Court Opinion

ID: 3695051
Source: CourtListenerOpinion
Date Created: 2016-07-06 06:35:59.874203+00
Date Added: 2024-06-11T15:34:40.173835
License: Public Domain

Although I concur in the result reached by the majority, I write to express my reservations concerning a couple of points encompassed by the majority opinion.
Initially, I find troublesome the precedent from this court suggesting that the applicant for an award of attorney fees need not produce any evidence of necessity or reasonableness in the probate court. Although most professionals are required to present such evidence in support of claims for payment, our precedent exempts attorney fees awards, concluding that the probate judge has the expertise to determine those issues without such evidence. Without evidence of reasonableness or necessity, however, those opposing the application are left to speculate about the trial court's probable grounds for finding the requested fees are either reasonable or necessary. Given the contested nature of the proceedings, an applicant for an award of attorney fees should have the minimal obligation of producing evidence that the fees requested are both reasonable and necessary. Nonetheless, because the precedent from this court indicates to the contrary, and in an effort to maintain consistency, I reluctantly conform my opinion in this case to that precedent.

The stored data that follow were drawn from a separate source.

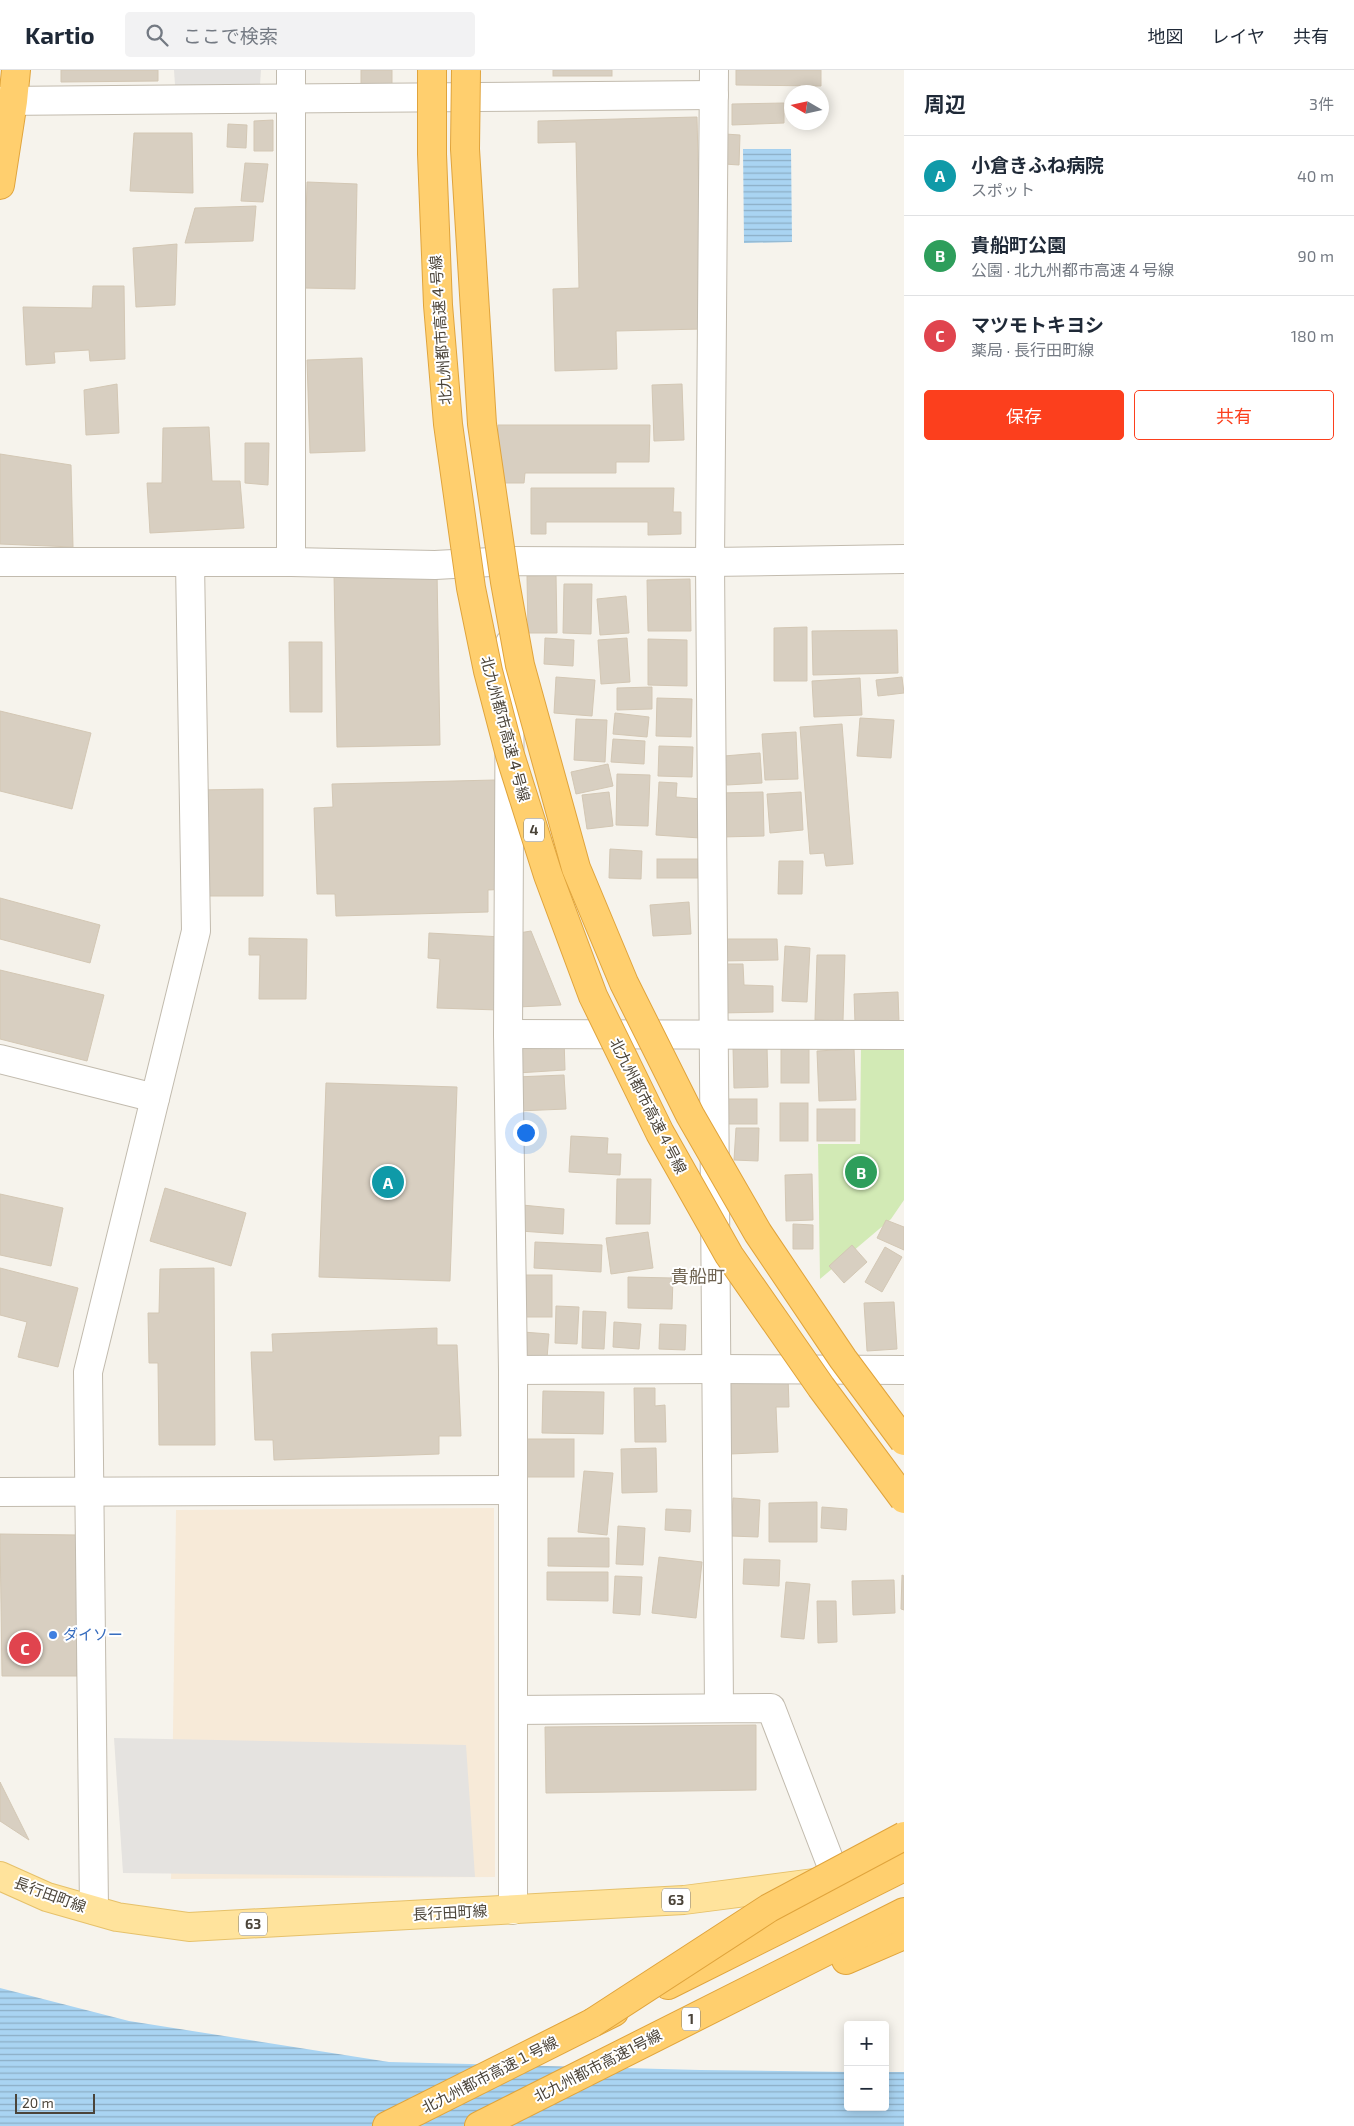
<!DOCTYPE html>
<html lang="ja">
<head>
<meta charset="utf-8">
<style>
  :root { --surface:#fff; --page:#f2f2f3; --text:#1f2937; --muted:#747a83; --line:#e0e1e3; --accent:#fc3f1d }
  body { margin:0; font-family:"Exo 2","Noto Sans JP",sans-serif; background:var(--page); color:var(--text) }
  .controls { position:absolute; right:15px; bottom:15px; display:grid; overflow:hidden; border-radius:5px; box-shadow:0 2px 12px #0003 }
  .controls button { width:45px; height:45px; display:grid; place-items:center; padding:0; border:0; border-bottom:1px solid var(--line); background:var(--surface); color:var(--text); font:25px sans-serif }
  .compass { position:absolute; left:784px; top:15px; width:45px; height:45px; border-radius:50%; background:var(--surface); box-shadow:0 2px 12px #0003; rotate:279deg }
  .scale { position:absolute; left:15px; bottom:12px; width:80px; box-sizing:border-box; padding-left:5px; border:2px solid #4b4439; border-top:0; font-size:14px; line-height:18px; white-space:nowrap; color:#4b4439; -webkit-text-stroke:4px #fff; paint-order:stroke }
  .you { position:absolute; left:525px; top:1062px; width:18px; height:18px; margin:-12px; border:4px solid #fff; border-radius:50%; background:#1a73e8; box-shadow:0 0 0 8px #1a73e833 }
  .badge { display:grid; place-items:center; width:32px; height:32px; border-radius:50%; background:var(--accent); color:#fff; font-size:16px; font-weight:700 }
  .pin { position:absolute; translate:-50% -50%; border:2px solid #fff; box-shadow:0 1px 5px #0006 }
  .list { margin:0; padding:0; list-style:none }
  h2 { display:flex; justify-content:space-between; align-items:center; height:65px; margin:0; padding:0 20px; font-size:21px }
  h2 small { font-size:16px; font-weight:400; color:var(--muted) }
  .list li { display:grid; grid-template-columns:32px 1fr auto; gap:15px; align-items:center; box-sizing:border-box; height:80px; padding:0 20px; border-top:1px solid var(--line) }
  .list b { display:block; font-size:19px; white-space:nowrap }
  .list p { margin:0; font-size:16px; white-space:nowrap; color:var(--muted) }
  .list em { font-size:16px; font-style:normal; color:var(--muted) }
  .actions { display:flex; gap:10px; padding:15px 20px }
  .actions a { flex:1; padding:11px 0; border:1px solid var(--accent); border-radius:5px; text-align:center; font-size:18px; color:var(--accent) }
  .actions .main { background:var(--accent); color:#fff }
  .icon { flex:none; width:28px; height:28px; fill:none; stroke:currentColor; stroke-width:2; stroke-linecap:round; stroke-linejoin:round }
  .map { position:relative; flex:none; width:904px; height:2056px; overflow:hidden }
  header { display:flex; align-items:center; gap:30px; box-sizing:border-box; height:70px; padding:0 25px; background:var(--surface); border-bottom:1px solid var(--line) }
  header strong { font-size:24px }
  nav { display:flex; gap:28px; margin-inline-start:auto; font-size:18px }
  .search { width:350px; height:45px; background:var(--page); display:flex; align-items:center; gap:12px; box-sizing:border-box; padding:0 18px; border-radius:5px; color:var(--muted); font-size:19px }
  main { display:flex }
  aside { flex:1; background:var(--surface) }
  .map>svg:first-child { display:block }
</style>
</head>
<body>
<header>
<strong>Kartio</strong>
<div class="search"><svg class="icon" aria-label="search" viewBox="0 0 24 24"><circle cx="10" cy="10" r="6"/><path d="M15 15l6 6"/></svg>ここで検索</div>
<nav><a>地図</a><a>レイヤ</a><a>共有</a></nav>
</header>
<main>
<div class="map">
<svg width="904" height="2056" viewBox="0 0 904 2056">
  <defs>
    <pattern id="water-rules" width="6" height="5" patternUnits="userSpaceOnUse" patternTransform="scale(1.25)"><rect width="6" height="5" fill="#a9d4f2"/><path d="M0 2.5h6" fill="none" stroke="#8caec5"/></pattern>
  </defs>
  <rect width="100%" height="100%" fill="#f6f3ec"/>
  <path fill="#f7ead8" d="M494,1438l1,369 -324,2 5,-369z"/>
  <path fill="#d2eab5" d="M904,974v156l-13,19 -71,60 -2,-135h42l1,-99z"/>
  <g fill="#e5e3e0">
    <path d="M174,0h87l-1,15h-85z"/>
    <path d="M114,1668l352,7 9,132 -352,-4z"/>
  </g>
  <g fill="url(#water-rules)">
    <path d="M743,79h48l1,93 -48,1z"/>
    <path d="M0,1918l129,33 260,41 311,8 148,2v35h37v-35h19v54h-904z"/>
  </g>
  <g fill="#d8cfc1" stroke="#d3c7b4">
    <path d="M61,0h97v11l-97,1z"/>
    <rect x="361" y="0" width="31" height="24"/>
    <rect x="553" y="0" width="59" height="6"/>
    <path d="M736,0h85v16l-85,-1z"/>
    <path d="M784,33v20l-52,2v-21z"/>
    <path d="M697,47l5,212 -86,2 1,38 -62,2 -2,-82 26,-1 -3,-146 -38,1v-22z"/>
    <path d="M273,50v31h-19v-30z"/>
    <path d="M228,54l19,1 -1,23 -19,-1z"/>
    <path d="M134,63h58l1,60 -63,-2z"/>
    <path d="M725,64l15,1 -1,30 -15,-1z"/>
    <path d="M245,93l23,1 -5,38 -22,-1z"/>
    <path d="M307,112l50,2 -2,105 -51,-1z"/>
    <path d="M256,136l-3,35 -68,2 10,-35z"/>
    <path d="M177,174l-2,61 -39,2 -3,-59z"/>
    <path d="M93,216h31l1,73 -35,2 -1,-11 -35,2 1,11 -29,2 -3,-58 69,1z"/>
    <path d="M362,288l3,93 -55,2 -3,-93z"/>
    <path d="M117,314l2,49 -33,2 -2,-45z"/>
    <path d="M682,314l2,56 -30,1 -2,-56z"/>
    <path d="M498,355h152l-1,37h-33v11h-91l-1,10h-26z"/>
    <path d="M209,357l3,54h28l4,47 -94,5 -3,-50h15l1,-55z"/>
    <path d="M245,373h24l-1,42 -23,-2z"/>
    <path d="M0,384l71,11 2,82 -73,-3z"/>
    <path d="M531,418h143l-1,24h8v22l-33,1v-13h-102v12h-15z"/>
    <path d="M437,502l3,173 -103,2 -3,-173z"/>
    <path d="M556,505l1,58h-29l-1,-57z"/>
    <path d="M690,509l1,52h-43l-1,-51z"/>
    <path d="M564,514h28l-1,50 -28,-1z"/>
    <path d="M626,526l3,37 -29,2 -3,-36z"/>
    <path d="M807,557v54h-33v-53z"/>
    <path d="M897,560l1,43 -85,2 -1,-44z"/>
    <path d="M545,568l29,2 -1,26 -29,-2z"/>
    <path d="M627,568l3,44 -29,2 -3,-44z"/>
    <path d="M648,569l39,1v46l-39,-1z"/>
    <path d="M289,572h33v70h-32z"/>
    <path d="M556,607l39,3 -3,36 -38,-3z"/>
    <path d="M902,607l2,16 -26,3 -2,-16z"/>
    <path d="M860,608l2,37 -48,2 -2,-36z"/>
    <path d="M652,617v22l-35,1v-22z"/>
    <path d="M657,628l35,1 -1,38 -35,-1z"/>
    <path d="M0,641l91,22 -19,76 -72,-18z"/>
    <path d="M615,643l34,4 -2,20 -34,-3z"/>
    <path d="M860,648l34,2 -3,38 -34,-2z"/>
    <path d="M576,649l31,1 -2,42 -31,-2z"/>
    <path d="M842,654l11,140 -27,2 -2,-13 -14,1 -10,-127z"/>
    <path d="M796,662l2,47 -33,1 -3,-46z"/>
    <path d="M613,669l32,2 -1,23 -33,-2z"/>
    <path d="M659,676l34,1 -1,30 -34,-1z"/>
    <path d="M760,683l2,30 -35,2 -3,-29z"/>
    <path d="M608,694l5,22 -37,8 -5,-22z"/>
    <path d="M617,704l33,1 -2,51 -32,-1z"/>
    <path d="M495,710l13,109 -20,1v22l-152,4 -1,-22h-18l-3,-86 19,-1 -1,-23z"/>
    <path d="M659,712l18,1 -1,14 26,2 -2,39 -44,-3z"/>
    <path d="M263,719v107h-65v-106z"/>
    <path d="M609,722l4,34 -26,3 -5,-34z"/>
    <path d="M763,722l1,44 -43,1 -1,-44z"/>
    <path d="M801,722l2,38 -33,3 -3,-39z"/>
    <path d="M610,779l32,2 -1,28 -32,-1z"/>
    <rect x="657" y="789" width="41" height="19"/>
    <path d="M779,791h24l-1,33h-24z"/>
    <path d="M0,828l100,27 -10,38 -90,-24z"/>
    <path d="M689,832l2,32 -38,2 -3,-31z"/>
    <path d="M531,861l30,74 -44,2 -4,-73z"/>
    <path d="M429,863l73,4 -4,73 -61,-2 3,-49 -12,-1z"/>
    <path d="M249,868l58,1 -1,60h-47l1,-44h-11z"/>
    <path d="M722,869h55l1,21 -57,1z"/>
    <path d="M785,876l25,2 -3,54 -25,-1z"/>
    <path d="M817,885h28l-2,66 -28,-1z"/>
    <path d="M720,894h23l1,21 29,1v26l-53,1z"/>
    <path d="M0,900l104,25 -17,66 -87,-22z"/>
    <path d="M898,922l1,30 -44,1 -1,-29z"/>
    <path d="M564,969l1,31 -48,3 -2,-31z"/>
    <rect x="781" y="974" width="28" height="39"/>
    <path d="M767,976l1,41 -34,1 -1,-41z"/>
    <path d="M854,979l2,51 -37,1 -2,-50z"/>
    <path d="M564,1005l2,34 -48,2 -2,-34z"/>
    <path d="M326,1013l131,4 -7,194 -131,-4z"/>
    <rect x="722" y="1029" width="35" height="25"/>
    <rect x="780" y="1033" width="28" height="38"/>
    <rect x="817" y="1039" width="38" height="32"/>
    <path d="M736,1058h23l-1,33 -24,-1z"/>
    <path d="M571,1066l37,2 -1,16h14l-1,21 -51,-3z"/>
    <path d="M812,1104l1,46 -27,1 -1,-46z"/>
    <path d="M617,1109h34l-1,45h-34z"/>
    <path d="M165,1118l81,25 -15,53 -81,-25z"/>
    <path d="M0,1124l63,14 -12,58 -51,-11z"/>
    <path d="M522,1135l42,4 -1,25 -43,-3z"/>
    <path d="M886,1150l18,7v23l-27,-12z"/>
    <path d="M793,1154l20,1v24h-20z"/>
    <path d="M648,1162l5,36 -42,6 -5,-36z"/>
    <path d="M535,1172l67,3 -1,27 -67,-4z"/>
    <path d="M852,1175l15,17 -23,21 -15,-17z"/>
    <path d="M885,1177l17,10 -20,35 -17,-10z"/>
    <path d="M0,1198l78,20 -20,79 -40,-10 9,-35 -27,-7z"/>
    <path d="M214,1198l1,177h-56l-1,-82h-9l-1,-50h11l1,-44z"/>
    <rect x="523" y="1205" width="29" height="42"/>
    <path d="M628,1207l45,1 -1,31 -44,-1z"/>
    <path d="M894,1232l3,47 -30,2 -3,-48z"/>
    <path d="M556,1236l23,1 -2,37 -22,-1z"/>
    <path d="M583,1241l23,1 -2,37 -22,-1z"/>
    <path d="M614,1252l27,2 -2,25 -26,-2z"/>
    <path d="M660,1254l26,1 -1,25 -26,-1z"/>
    <path d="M437,1258v17h20l4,91h-22v18l-165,6 -1,-20h-18l-4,-88h22l-1,-18z"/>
    <path d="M523,1262l26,2 -2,24 -26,-1z"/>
    <path d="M788,1305l1,32h-13l2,45 -48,2 -2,-77z"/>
    <path d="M634,1318h21v18l10,-1 1,37h-31z"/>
    <path d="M543,1321l61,1 -1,42 -61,-1z"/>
    <rect x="522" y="1369" width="52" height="38"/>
    <path d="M656,1378l1,44 -35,1 -1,-44z"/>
    <path d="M584,1401l29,2 -6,62 -29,-3z"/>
    <path d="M733,1428l27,2 -2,37 -27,-1z"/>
    <path d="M817,1432v40h-48v-39z"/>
    <path d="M822,1437l25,2 -1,21 -25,-2z"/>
    <path d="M666,1439l25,1 -1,22 -25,-2z"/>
    <path d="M618,1456l27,2 -2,37 -27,-1z"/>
    <path d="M0,1464l78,1 -1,141h-75z"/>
    <path d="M548,1468h61v29l-61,-1z"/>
    <path d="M659,1487l43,5 -6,56 -44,-5z"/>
    <path d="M744,1489l36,1 -1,26 -36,-2z"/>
    <path d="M547,1502h61v29l-61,-1z"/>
    <path d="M902,1505l2,1v34l-3,-1z"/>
    <path d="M615,1506l27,1 -2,38 -27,-2z"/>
    <path d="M894,1510l1,33 -42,2 -1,-34z"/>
    <path d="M786,1512l24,2 -6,55 -23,-2z"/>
    <path d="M817,1531h19l1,41 -19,1z"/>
    <path d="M756,1655v65l-210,3 -1,-66z"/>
    <path d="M0,1712l29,58 -29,-19z"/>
  </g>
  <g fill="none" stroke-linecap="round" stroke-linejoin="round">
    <defs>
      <g id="street">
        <path d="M714,0l-4,492 9,1146"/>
        <path d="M0,31l714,-6"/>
        <path d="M0,492h291l144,3 75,-4 200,1 194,-3"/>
        <path d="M291,492v-492"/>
        <path d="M510,573l-2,391 5,336v540"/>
        <path d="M508,964l396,1"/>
        <path d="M0,989l155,39"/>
        <path d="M513,1300l204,-1 187,1"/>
        <path d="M0,1422l513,-2"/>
        <path d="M513,1640l258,-2 66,172"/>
        <path d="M94,1840l-6,-538 108,-441 -6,-369"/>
      </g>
      <path id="primary" d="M0,1806l47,21 70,20 72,10 495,-27 130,-17"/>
      <g id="highway">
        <path d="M0,115l13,-84 3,-31"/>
        <path d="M846,1890l58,-25"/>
        <path d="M668,1915l236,-118"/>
        <path d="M387,2056l227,-114"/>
        <path d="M479,2056l425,-214"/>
      </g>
    </defs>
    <use href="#street" stroke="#c2bbae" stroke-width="30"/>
    <use href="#primary" stroke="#e6c16a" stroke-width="30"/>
    <use href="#highway" stroke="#e0a43c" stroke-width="30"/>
    <use href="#street" stroke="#fff" stroke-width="28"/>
    <use href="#primary" stroke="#ffe39c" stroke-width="28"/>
    <use href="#highway" stroke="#ffcf6e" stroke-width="28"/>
    <defs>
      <g id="highway-bridge">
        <path d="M432,0v84l6,151 10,119 23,164 17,83 22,84 38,120 45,121 67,137 69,122 92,132 83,112"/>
        <path d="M466,0l-1,79 17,275 23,158 15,83 56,203 48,115 66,132 68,118 85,126 61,82"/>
        <path d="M592,1953l177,-115 135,-72"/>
      </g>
    </defs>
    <use href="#highway-bridge" stroke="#e0a43c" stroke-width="30" stroke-linecap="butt"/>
    <use href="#highway-bridge" stroke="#ffcf6e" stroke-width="28"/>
  </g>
  <circle fill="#3f7fe0" stroke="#fff" stroke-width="2" cx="53" cy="1565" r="5"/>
  <g text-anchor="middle" stroke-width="4" stroke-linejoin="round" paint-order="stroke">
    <g fill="#fff" stroke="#817c74" stroke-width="1">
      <rect x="524" y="748.5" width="20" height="23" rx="4"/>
      <rect x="662" y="1818.5" width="28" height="23" rx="4"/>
      <rect x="239" y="1842.5" width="28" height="23" rx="4"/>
      <rect x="682" y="1937.5" width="18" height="23" rx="4"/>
    </g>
    <g font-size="14" font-weight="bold" fill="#4b4439">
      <text x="534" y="765">4</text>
      <text x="676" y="1835">63</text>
      <text x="253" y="1859">63</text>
      <text x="691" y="1954">1</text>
    </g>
    <g font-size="15" fill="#4b4439" stroke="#fff">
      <text transform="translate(441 260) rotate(-94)" y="5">北九州都市高速４号線</text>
      <text transform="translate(505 659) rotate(75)" y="5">北九州都市高速４号線</text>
      <text transform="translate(648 1036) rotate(63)" y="5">北九州都市高速４号線</text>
      <text transform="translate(50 1825) rotate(20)" y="5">長行田町線</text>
      <text transform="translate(450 1843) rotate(-3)" y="5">長行田町線</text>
      <text transform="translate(598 1996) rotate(-27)" y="5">北九州都市高速1号線</text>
      <text transform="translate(490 2005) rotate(-27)" y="5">北九州都市高速１号線</text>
    </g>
    <g font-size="15" fill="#366cbe" stroke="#fff" text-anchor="start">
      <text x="63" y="1570">ダイソー</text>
    </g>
    <g font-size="18" fill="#6e6250" stroke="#fff">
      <text x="698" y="1213">貴船町</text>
    </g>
  </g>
</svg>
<div class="controls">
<button>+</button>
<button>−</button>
</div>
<svg class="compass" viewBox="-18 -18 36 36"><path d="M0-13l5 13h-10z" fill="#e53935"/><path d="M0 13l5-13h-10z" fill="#747a83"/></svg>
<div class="scale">20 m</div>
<div class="you"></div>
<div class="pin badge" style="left:388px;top:1112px;background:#0f9aa8">A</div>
<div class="pin badge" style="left:861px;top:1102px;background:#2e9e5b">B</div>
<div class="pin badge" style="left:25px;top:1578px;background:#e0444e">C</div>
</div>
<aside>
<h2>周辺<small>3件</small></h2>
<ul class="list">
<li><span class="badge" style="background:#0f9aa8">A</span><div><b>小倉きふね病院</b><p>スポット</p></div><em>40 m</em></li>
<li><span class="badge" style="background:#2e9e5b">B</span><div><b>貴船町公園</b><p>公園 · 北九州都市高速４号線</p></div><em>90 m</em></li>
<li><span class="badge" style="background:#e0444e">C</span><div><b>マツモトキヨシ</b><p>薬局 · 長行田町線</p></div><em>180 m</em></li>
</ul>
<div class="actions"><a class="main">保存</a><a>共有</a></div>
</aside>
</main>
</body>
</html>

Compounding my difficulties with the majority opinion is the trial court's ruling on the question of privilege, as raised in the second assignment of error. Given this court's precedent eliminating the administrator's need to present evidence that the requested fees are reasonable and necessary, the trial court should hesitate to limit cross-examination in the areas that allow the opposing party an opportunity to probe the proffered support for an award of fees. Here, however, in the first two instances cited in the majority opinion, appellants failed to request *Page 873 
the in camera inspection that the trial court afforded them; as a result, appellants in effect abandoned what may have been a valid avenue of cross-examination.
In the third instance, however, the majority finds no error in the trial court's having limited cross-examination that sought to delve into the subject matter of internal conferences between the administrator and his law firm. I find the inquiry permissible, at least in part. Nonetheless, given the record in this case, I am unable to find the error to be prejudicial: the administrator presented ample evidence in support of his application, which the trial court clearly found persuasive.
In sum, given the precedent from this court which allows a probate judge to award attorney fees without evidence that the fees are reasonable and necessary, the trial court should allow a full cross-examination of the administrator. To do otherwise limits the party opposing the award in its attempts to point out any problems in the fee application. Nonetheless, because I am unable to find prejudice on this record, I concur in the result reached in the majority opinion.
DESHLER, J., concurs in the foregoing concurring opinion.